It is not every day that B’Tselem announces a strategic change in its work. Today is one such exceptional day, announcing a critical shift in our work on an issue that is at the very heart of our activity, the fight to ensure accountability in the occupied territories.
Read the report we published today, The Occupation's Fig Leaf: Israel's Military Law Enforcement System as a Whitewash Mechanism.
Since its establishment over 25 years ago, B’Tselem has sent hundreds of letters to the Military Advocate General Corps, demanding it investigate cases in which soldiers violated Palestinians’ human rights, including cases of fatalities and injury, violence and property damage. This type of request is a routine part of the work of human rights organizations worldwide, and B’Tselem made these requests in order to bring human rights violators to justice, with the twofold aim of achieving justice for the victims and forestalling future violations.
But our relentless efforts bore almost no fruit. After two and a half decades of determined action to promote this objective, it is our duty to take a good hard look at the facts and reach the obvious conclusions: virtually no indictments have been served while soldiers go on routinely abusing Palestinians’ human rights with impunity.

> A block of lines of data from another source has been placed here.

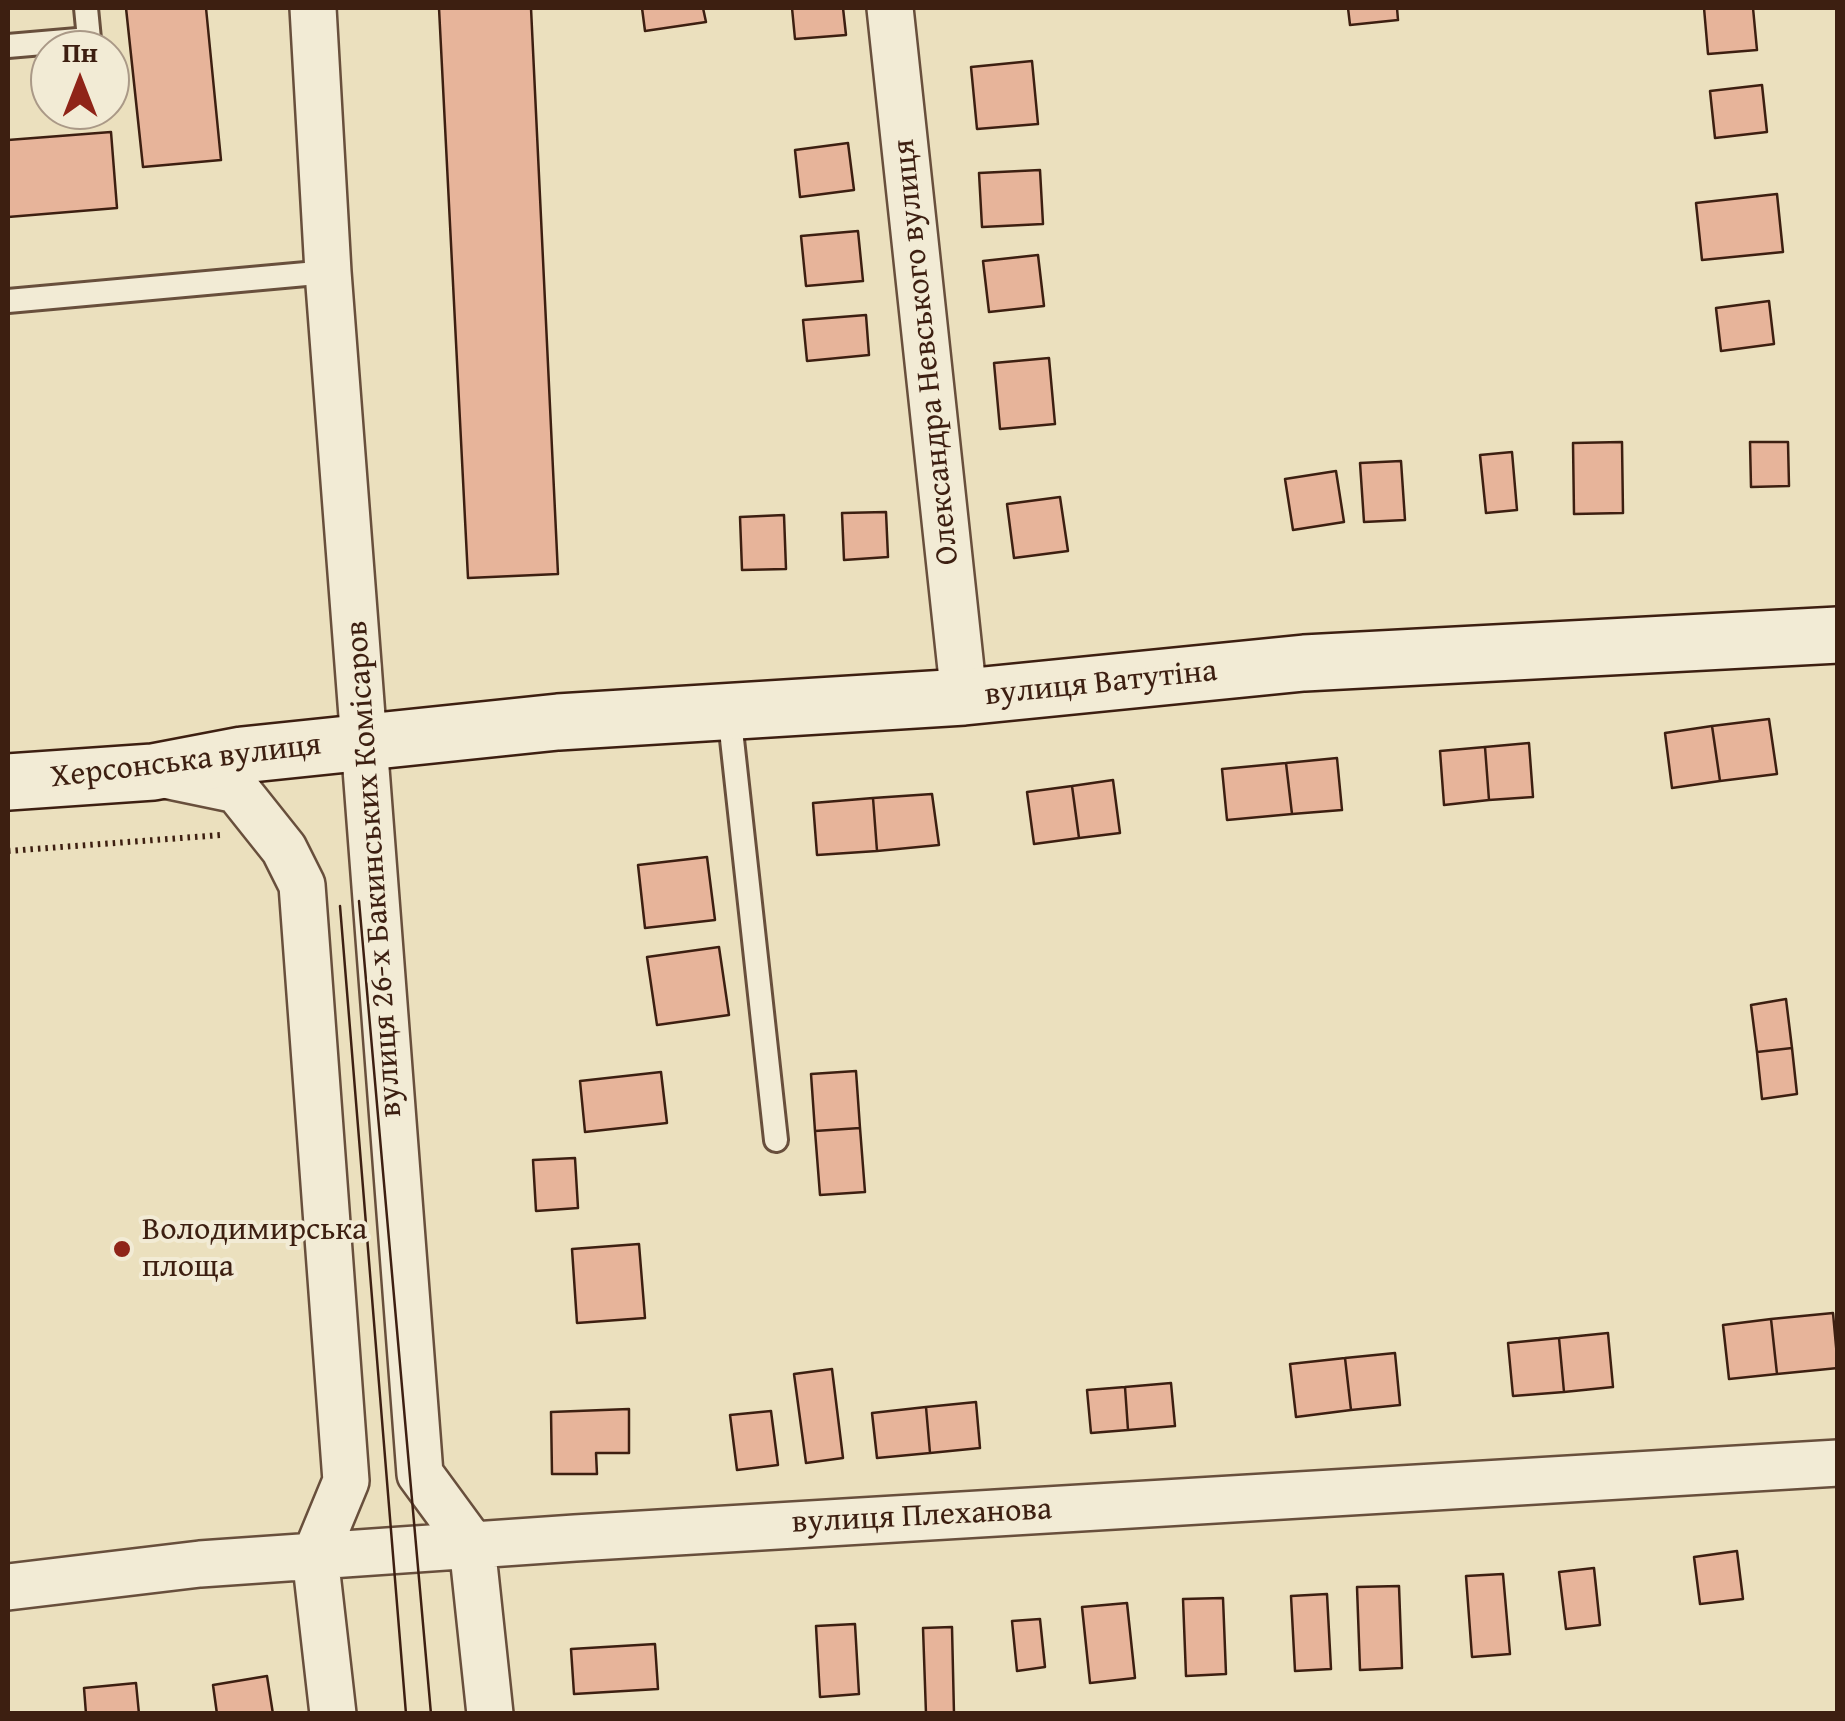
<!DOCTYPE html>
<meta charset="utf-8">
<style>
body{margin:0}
#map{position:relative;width:1845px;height:1721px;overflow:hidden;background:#ebe0be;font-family:"Gentium Book Plus",serif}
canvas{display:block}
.frame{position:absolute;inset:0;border:10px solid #3d1f11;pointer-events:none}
.north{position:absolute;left:30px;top:30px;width:100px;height:100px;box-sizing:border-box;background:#f2ebd5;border:2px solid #aa9987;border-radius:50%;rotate:0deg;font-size:28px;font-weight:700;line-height:40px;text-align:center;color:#3d1f11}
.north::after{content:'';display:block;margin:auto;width:35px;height:45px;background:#8f2418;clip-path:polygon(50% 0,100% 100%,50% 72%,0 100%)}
</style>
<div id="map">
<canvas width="1845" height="1721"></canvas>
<div class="frame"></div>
<div class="north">Пн</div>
</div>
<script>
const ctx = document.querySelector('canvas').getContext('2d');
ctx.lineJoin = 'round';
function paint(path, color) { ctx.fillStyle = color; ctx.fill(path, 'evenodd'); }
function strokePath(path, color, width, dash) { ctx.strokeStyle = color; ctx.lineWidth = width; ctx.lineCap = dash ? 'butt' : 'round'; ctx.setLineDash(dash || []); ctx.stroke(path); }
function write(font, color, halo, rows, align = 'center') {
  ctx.font = font + ' "Gentium Book Plus",serif'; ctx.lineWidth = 8; ctx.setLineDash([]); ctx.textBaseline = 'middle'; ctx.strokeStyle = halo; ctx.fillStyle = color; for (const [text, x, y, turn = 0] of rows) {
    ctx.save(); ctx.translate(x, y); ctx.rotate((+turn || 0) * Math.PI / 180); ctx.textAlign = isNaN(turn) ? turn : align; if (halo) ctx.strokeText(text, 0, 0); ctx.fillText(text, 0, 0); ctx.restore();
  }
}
const building = new Path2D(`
 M126,8h80l15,152 -78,7z
 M439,8h92l27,566 -90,4z
 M642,8h61l3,14 -61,9z
 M792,8h51l3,27 -51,4z
 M1348,8h49l1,12 -48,5z
 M1704,8h49l4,42 -49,4z
 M1032,61l6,63 -61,5 -6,-62z
 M1762,85l5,47 -52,6 -5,-47z
 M111,132l6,76 -109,9v-77z
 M848,143l6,47 -54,7 -5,-47z
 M1040,170l3,54 -61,3 -3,-54z
 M1777,194l6,58 -81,8 -6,-57z
 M858,231l5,50 -57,5 -5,-50z
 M1038,255l6,51 -55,6 -6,-51z
 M1769,301l5,43 -53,7 -5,-43z
 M866,315l3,40 -62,6 -4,-41z
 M1049,358l6,66 -55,5 -6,-66z
 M1622,442l1,71 -49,1 -1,-71z
 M1750,442h38l1,44 -38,1z
 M1512,452l5,58 -31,3 -6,-58z
 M1401,461l4,59 -41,2 -4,-59z
 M1336,471l8,51 -51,8 -8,-51z
 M1060,497l8,54 -54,7 -7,-54z
 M886,512l2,45 -44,3 -2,-47z
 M784,515l2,54 -44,1 -2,-53z
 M1769,719l8,55 -57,7 -8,-55z
 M1712,726l8,55 -48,7 -7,-55z
 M1529,743l4,54 -44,3 -4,-53z
 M1485,747l4,53 -45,5 -4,-54z
 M1337,758l5,52 -50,4 -6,-51z
 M1286,763l6,51 -65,6 -5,-51z
 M1113,780l7,53 -41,5 -7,-52z
 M1072,786l7,52 -45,6 -7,-52z
 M932,794l7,51 -62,6 -4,-53z
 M873,798l4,53 -60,4 -4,-52z
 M707,857l8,63 -70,8 -7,-63z
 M719,947l10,68 -72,10 -10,-68z
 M1786,999l6,49 -35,4 -6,-47z
 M1792,1048l5,46 -35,5 -5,-47z
 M856,1071l4,57 -45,3 -4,-57z
 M661,1072l6,51 -82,9 -5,-51z
 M860,1128l5,64 -45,3 -5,-64z
 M575,1158l3,50 -42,3 -3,-51z
 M639,1244l6,74 -68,5 -5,-74z
 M1833,1313l5,55 -61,6 -6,-55z
 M1771,1319l6,55 -48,5 -6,-54z
 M1608,1333l5,54 -49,5 -5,-54z
 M1559,1338l5,54 -51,4 -5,-53z
 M1395,1353l5,52 -49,5 -6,-52z
 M1345,1358l6,52 -55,7 -6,-53z
 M832,1369l11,89 -37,5 -12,-89z
 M1171,1383l4,43 -47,4 -3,-43z
 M1125,1387l3,43 -37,3 -4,-43z
 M976,1402l4,46 -50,5 -4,-46z
 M926,1407l4,46 -53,5 -5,-45z
 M629,1409v44h-33l1,21h-45l-1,-62z
 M771,1411l7,54 -41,5 -7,-55z
 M1737,1551l6,48 -43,5 -6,-47z
 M1594,1568l6,57 -34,4 -7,-57z
 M1503,1574l7,80 -38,3 -6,-81z
 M1399,1586l3,82 -42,2 -3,-83z
 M1327,1594l4,75 -36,2 -4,-75z
 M1223,1598l3,76 -40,2 -3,-77z
 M1127,1603l8,75 -45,5 -8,-76z
 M1040,1619l5,48 -28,4 -5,-50z
 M855,1624l4,70 -39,3 -4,-71z
 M952,1627l2,87h-28l-3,-86z
 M655,1644l3,45 -84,5 -3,-45z
 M267,1676l6,38h-56l-4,-29z
 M136,1683l3,31h-53l-2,-26z`);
const path = new Path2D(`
 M8,851l213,-16`);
const lane = new Path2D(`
 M8,46l81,-7 -3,-31
 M8,301l320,-29
 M729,712l47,428`);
const street = new Path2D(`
 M313,8l15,264 92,1202 52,71 18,169
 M890,8l74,689
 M160,774l77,16 47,59 18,36 44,596 -31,75 18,158
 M8,1587l192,-23 375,-26 1263,-75`);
const secondary = new Path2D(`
 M8,782l145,-10 89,-17 316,-33 406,-25 340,-34 534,-28`);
const tram = new Path2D(`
 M359,901l72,813
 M340,906l66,808`);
const markers = [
 [122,1249,10,"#8f2418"]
];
const streetNames = [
 ["Олександра Невського вулиця",927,352,-96],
 ["вулиця Ватутіна",1101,684,-6],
 ["Херсонська вулиця",186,762,-7],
 ["вулиця 26-х Бакинських Комісаров",375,869,-94],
 ["вулиця Плеханова",922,1517,-3]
];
const poiNames = [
 ["Володимирська",142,1231],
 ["площа",142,1268]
];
paint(building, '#e7b49a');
strokePath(building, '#3d1f11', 2.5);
strokePath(lane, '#684f3c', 28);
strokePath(street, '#684f3c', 50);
strokePath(secondary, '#3d1f11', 60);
strokePath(path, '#3d1f11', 6, [2.5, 5]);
strokePath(lane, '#f2ebd5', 22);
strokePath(street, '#f2ebd5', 45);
strokePath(secondary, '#f2ebd5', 55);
strokePath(tram, '#3d1f11', 2.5);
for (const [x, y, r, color] of markers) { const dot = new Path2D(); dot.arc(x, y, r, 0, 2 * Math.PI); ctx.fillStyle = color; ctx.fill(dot); strokePath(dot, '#f2ebd5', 4); }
write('32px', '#3d1f11', '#f2ebd5', streetNames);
write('32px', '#3d1f11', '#f2ebd5', poiNames, 'left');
</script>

The upshot is that the military law enforcement system grants legitimacy to the soldiers’ actions while also creating a pretense of striving to get at the truth, as though it intends to take action against soldiers who have acted unlawfully. This pretense enables Israel to reject claims whereby it is not bringing the law to bear on soldiers who have harmed Palestinians. Moreover, it grants legitimacy to the continued occupation by endowing it with the false appearance of being a moral regime which denounces human rights violations and punishes perpetrators. Any dealings with the military law enforcement system that address it as if it were an effective system genuinely acting to uncover the truth and an appropriate avenue for achieving justice for the victims are baseless and harmful: such contact does not promote justice, instead it merely reinforces the credibility of this whitewash mechanism.
As of today, we will no longer refer complaints to this system, and we will call on the Palestinian public not to do so either. Yet this strategic change notwithstanding, our determination to uncover the truth and our commitment to end the occupation remain unaltered. We will continue, as we always have, to document Israeli human rights violations in the occupied territories, to report them and strive to bring them to an end, but we will no longer aid a system that whitewashes investigations and serves as a fig leaf for the occupation.